Lisa Barry: Let's do some name dropping. When you talk about Don Hicks and Friends playing, I'm seeing names like your artistic director Dave Sharp, Jesse Kramer on drums, Adam Mosley on piano. Who else is joining you?
Don Hicks: Yeah, we've actually got an excellent group--a full horn section. It's going to be a wall of sound. We're going to be joined by the great Matt Martinez on trombone, Bobby Streng on tenor sax, and I'll be trying to do my best to keep in there and hang with everybody on trumpet. And I am told that we're going to have the great and mysterious Owl on congas joining us for the Latin side. So, it's going to get crazy. We're going to have--we'll have six, seven people for that, and there may be even a few special guests that show up just to shake some maracas. There could be dancing by the time we're done with this. It's going to get crazy.

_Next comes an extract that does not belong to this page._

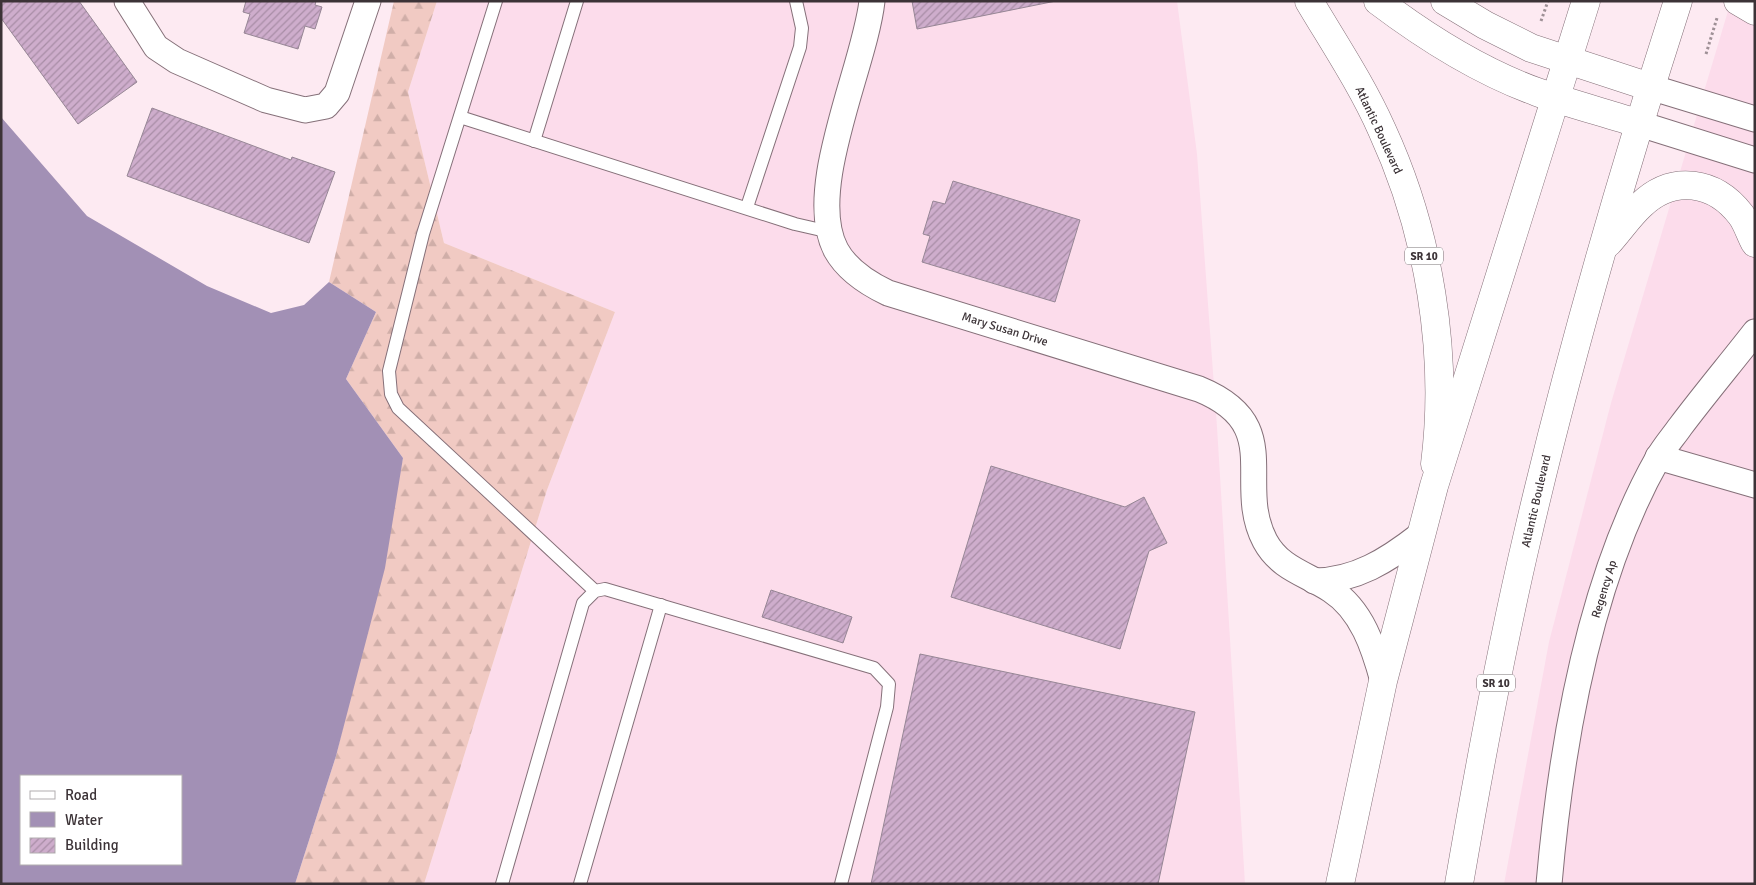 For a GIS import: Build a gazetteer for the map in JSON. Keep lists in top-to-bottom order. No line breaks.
{"streets":{"main road":["Atlantic Boulevard","SR 10"],"street":["Mary Susan Drive","Regency Ap"]},"crossings":[["Atlantic Boulevard","SR 10"],["Atlantic Boulevard","Mary Susan Drive"]],"legend":["Road","Water","Building"]}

Lisa Barry: All this happening Friday night at the Blue LLama Jazz Club in Ann Arbor, all for a good cause. And I know we're in and out of the pandemic, and people are still kind of concerned. What can you do to rest their minds that everything will be OK to be inside the club?
Don Hicks: All of our staff has been vaccinated or naturally vaccinated. Our staff also masks up anyways. We are following every regulation, all the policies. We do have some great ventilation, by the way, as we made the club to afford that. We have had zero incidents. The state of Michigan has actually held us up as one of the exemplars of how we handle ourselves during COVID. Rest assured, we're going to be taking good care of you in every way.
Lisa Barry: Don Hicks and Friends performing a night of music to raise fundsand awareness for the National Kidney Foundation. Where can we get tickets?
Don Hicks: There are no prepaid tickets. You can book a table. You can just walk on in if there's seats available. You can get up. I recommend you hit up open table. You can head to our website, www dot blue llama club dot com, and we'll take you straight over there, so you can book a table. They may sell out, but, sometimes, we have openings that show up. We also have openings at the bar. So, come on out--Friday seven p.m. the show starts. Remember, we've got, I think, the best restaurant in town. I love our restaurants in Ann Arbor, but I think we may got them. So, come on out, come hungry, come thirsty, and come be prepared to learn. And, also, be loving on some great music and the art of Kenny Dorham.
Lisa Barry: Don Hicks, owner and musician at the Blue LLama Jazz Club in Ann Arbor. Thanks for talking to us here on 89-1 WEMU.
Don Hicks: Lisa, thanks so much. We'll see you soon.